Why hadn't Dance fled during the night? That risk would have been smaller. He couldn't possibly dare take a chance on being boarded.

John felt weak, but he observed, decoded, reported, confirmed everything correctly. When signals came, they set his mind into motion outside himself. If none came, he continued his list:
‘Telescope, sextant, compass, chronometer, paper, plumbline, fishing-rod, kettle, needle …' The list was long enough for his fear. Among the few things not to be saved from a sinking ship under any circumstances were the holystones.

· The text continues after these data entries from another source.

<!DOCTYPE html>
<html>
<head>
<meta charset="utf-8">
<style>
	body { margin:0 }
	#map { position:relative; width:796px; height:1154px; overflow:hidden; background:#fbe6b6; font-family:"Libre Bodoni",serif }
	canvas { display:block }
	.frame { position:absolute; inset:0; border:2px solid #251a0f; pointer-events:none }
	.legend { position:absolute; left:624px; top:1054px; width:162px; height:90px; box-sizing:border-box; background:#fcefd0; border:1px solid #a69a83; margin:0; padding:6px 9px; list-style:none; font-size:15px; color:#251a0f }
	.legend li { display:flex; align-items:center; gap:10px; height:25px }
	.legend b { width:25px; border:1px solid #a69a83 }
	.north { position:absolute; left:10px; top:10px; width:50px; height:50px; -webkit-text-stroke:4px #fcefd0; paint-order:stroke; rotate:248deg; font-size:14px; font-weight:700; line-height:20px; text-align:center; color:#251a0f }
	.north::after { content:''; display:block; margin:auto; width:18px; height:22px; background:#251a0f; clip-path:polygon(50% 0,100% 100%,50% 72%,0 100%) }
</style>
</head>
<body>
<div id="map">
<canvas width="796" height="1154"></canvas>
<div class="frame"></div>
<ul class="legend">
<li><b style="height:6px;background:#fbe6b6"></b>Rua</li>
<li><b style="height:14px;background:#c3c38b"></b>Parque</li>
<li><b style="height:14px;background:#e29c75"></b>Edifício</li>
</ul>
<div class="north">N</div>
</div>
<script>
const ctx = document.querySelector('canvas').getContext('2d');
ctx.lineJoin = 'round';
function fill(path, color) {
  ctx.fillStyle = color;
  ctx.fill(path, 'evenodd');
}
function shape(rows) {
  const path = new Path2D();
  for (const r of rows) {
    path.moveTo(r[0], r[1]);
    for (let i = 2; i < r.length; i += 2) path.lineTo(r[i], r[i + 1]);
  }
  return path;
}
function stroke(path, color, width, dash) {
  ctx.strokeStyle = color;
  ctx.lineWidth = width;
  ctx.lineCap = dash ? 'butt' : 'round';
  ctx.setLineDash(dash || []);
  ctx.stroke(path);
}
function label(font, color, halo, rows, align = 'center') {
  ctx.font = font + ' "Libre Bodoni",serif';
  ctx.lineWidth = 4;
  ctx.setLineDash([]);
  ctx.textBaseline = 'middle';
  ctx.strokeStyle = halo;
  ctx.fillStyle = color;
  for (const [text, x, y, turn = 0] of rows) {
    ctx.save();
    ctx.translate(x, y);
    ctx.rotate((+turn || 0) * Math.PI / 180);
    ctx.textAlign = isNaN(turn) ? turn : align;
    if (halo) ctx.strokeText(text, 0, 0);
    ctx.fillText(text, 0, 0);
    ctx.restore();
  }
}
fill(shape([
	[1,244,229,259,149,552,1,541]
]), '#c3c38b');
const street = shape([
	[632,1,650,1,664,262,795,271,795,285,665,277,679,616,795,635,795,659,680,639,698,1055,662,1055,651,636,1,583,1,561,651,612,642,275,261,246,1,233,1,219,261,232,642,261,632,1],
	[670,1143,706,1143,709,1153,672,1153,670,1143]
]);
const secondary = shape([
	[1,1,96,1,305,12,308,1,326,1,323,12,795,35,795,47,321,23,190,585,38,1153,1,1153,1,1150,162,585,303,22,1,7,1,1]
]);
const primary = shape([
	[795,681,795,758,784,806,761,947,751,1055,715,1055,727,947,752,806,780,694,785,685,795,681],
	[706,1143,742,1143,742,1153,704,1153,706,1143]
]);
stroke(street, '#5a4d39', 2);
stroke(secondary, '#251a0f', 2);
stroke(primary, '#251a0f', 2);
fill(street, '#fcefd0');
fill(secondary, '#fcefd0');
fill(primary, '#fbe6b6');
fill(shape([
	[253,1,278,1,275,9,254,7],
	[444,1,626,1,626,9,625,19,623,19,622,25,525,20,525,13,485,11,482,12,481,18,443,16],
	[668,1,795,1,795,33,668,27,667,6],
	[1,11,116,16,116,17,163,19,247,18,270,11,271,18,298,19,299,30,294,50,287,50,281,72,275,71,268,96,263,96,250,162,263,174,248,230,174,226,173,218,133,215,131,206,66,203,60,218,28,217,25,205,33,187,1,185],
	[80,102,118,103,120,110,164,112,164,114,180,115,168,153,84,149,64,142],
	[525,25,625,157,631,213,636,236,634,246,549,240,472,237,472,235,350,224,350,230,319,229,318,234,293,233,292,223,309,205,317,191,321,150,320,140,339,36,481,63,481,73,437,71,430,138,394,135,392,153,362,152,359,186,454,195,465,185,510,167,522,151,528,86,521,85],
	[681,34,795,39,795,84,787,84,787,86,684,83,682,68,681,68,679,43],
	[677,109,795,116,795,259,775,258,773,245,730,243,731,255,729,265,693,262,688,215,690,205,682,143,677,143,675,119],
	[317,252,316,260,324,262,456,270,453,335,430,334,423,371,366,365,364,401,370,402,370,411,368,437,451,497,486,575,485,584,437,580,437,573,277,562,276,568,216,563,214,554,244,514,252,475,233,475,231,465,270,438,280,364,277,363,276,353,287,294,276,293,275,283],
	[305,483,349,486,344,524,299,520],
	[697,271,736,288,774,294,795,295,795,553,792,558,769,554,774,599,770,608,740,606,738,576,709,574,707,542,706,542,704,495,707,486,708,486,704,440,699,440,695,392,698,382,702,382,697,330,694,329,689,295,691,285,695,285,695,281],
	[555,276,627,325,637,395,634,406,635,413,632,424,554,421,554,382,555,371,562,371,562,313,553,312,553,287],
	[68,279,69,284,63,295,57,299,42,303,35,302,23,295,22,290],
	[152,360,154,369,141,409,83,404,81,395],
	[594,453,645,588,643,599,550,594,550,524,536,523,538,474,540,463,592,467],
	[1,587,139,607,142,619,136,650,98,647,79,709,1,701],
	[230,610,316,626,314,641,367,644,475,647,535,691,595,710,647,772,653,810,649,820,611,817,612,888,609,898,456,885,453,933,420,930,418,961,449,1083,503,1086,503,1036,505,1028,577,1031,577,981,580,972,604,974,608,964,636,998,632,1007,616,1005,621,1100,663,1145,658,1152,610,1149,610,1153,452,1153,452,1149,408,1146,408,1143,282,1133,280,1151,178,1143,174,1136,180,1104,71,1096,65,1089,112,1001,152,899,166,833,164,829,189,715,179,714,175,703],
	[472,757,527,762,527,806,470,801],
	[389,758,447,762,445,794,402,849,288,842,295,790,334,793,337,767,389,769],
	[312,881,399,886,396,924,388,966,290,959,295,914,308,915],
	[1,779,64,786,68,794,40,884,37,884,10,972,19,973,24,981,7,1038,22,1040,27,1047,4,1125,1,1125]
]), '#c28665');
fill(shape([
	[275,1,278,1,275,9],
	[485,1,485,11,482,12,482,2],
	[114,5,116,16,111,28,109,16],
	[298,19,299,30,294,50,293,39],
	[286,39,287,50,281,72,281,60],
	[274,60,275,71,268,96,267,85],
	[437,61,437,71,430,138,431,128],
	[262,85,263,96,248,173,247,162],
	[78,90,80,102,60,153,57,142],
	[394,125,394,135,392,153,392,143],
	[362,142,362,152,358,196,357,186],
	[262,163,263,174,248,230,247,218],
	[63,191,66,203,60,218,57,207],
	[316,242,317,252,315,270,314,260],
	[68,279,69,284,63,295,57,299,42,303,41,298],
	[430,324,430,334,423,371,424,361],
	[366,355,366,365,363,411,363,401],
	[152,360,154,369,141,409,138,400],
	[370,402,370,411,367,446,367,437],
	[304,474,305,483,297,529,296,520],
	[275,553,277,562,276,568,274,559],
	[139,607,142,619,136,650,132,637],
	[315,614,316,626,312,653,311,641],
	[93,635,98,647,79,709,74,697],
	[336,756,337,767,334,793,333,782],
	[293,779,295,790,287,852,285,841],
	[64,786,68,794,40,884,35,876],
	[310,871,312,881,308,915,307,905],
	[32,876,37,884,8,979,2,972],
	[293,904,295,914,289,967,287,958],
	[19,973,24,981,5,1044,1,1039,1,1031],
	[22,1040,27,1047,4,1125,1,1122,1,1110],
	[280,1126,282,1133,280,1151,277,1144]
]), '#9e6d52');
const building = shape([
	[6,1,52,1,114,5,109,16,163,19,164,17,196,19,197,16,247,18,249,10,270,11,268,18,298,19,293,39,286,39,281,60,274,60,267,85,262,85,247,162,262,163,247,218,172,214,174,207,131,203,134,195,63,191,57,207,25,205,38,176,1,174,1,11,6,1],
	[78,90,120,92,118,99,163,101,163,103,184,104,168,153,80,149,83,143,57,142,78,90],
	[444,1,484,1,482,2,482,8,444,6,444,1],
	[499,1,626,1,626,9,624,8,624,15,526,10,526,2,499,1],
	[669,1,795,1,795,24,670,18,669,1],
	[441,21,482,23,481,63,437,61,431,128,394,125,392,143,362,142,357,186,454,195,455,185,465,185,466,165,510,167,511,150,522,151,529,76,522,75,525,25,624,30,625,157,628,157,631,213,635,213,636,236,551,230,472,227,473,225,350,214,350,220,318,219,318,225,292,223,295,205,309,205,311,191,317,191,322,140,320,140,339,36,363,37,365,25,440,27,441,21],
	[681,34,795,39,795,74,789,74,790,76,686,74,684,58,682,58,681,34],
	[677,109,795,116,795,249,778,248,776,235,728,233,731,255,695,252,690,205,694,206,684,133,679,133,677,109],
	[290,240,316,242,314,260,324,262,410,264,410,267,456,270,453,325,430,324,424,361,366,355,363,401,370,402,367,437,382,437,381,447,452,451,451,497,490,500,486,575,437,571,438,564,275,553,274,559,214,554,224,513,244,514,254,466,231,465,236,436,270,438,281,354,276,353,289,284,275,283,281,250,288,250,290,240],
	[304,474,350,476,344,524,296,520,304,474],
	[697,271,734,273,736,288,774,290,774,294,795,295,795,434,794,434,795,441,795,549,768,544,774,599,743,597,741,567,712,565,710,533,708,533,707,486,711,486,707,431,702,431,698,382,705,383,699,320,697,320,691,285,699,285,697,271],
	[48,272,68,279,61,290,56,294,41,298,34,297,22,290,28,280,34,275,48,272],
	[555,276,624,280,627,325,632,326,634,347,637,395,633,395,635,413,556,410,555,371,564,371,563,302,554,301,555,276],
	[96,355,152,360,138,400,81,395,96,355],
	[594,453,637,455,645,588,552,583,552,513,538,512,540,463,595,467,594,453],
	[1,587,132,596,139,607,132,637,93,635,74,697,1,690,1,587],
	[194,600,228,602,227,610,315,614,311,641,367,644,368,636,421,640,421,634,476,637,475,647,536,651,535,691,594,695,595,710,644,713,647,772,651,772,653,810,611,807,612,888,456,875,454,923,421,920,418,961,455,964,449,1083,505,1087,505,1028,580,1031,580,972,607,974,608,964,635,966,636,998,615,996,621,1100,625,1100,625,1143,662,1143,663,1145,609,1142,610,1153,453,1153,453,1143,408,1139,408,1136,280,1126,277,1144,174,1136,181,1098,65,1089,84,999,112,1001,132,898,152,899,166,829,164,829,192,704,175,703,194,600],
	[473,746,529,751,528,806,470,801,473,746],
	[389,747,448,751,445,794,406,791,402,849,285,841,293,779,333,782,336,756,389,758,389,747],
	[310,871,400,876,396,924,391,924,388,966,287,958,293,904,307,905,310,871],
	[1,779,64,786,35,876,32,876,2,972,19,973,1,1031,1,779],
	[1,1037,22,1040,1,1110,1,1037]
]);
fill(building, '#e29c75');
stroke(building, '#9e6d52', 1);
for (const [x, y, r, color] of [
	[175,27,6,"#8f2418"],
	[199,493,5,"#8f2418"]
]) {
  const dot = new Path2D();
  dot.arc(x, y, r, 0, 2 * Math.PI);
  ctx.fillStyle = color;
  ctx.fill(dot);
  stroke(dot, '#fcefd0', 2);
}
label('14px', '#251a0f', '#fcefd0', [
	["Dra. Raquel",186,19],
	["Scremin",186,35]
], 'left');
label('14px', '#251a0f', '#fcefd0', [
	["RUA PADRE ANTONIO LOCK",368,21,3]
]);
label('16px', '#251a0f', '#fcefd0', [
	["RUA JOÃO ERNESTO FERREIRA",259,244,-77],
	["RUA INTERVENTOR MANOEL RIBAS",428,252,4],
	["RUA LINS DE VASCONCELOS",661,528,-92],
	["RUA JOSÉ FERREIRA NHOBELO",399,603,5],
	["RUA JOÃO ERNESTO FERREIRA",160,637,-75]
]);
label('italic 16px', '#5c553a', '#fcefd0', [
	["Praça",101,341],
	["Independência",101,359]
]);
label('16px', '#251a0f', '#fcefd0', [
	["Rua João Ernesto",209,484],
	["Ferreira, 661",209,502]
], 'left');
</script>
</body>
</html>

The trembling actually got worse.

‘Spars, sailcloth, twine, flags …'

The warships came on fast.

‘Signals,' John murmured. ‘Dear God, if possible, just signals this time.'

    

On the
Earl Camden
one of the first French shells hit the helmsman. Dance looked toward the waiting replacement and pointed his chin in his direction. With this gesture he bent his head slightly so that his forehead pointed to the helm and his chin to the man. He could also have said: ‘You! Take over!' But the place at the helm was awash with blood, so he preferred to talk with his chin and forehead. Then he pulled out his watch and studied it carefully, as if the precise moment were the most important aspect of James Medlicott's death.

John's trembling became more violent. He wondered how he could hide it. No one could hold on to his own face, his own body. He bent down, grabbed the dead man by his back and knees, and lifted him up the way one would lift women and children. Mockridge had once told of an accident involving a nine-year-old boy in Newcastle who, in his fatigue, had plunged one evening into a running machine. The story had frightened John very much. He had often imagined how he would have carried the wounded child away if he had been there.

‘But the man is dead!' one of the lascars shouted. John gave no answer. He carried the corpse carefully, bumped into no obstacle. Of course, what he did was nonsense. But he finished it now, especially since it covered up his trembling. The guns roared; the ship jerked and bucked. John laid down the dead man alongside the wounded and walked away as fast as he could. The surgeon would determine that there was nothing that could be done. John climbed up again. He firmly believed that it was not cowardice that had made him do this. Rather, it was a kind of disapproval.
Yes, that's what it had been. But it had not been unworthy. John's breath became quieter, his fear abated. Above, the French boarding-attack would come soon. John refused to acknowledge it, exactly as he did everything else in that situation. There was nothing but defiance within him. He said, ‘I cannot condone this. I will not fight.'

He wanted to see, to wait like a mountain, dead or alive. For war, all of them were too slow, not just John Franklin.

John climbed the last companionway to the deck in deep calm. There was hardly a more resolute person on this ship; that much was sure.

    

But the test did not materialise.

Everything turned out differently.

After three-quarters of an hour John had to send another signal: general pursuit of the enemy for up to two hours. The French had enough and decamped. They were chased by sixteen British merchantmen with a well-stocked cargo of Japanese copper, saltpetre, agar-agar and tea in their bellies. Five men-of-war, bristling with guns and ammunition and with a battalion of Marines standing ready with fixed bayonets, had stood out to sea.

At one point, John noticed that all around him everyone was laughing like mad because at that moment the world could not have been crazier and brighter and because someone on the foredeck had shouted, ‘I think they didn't want to get us!' John also perceived that he had long since joined their laughter, that it didn't end his defiance but rather, on the contrary, his defiance actually expressed itself in this laughter.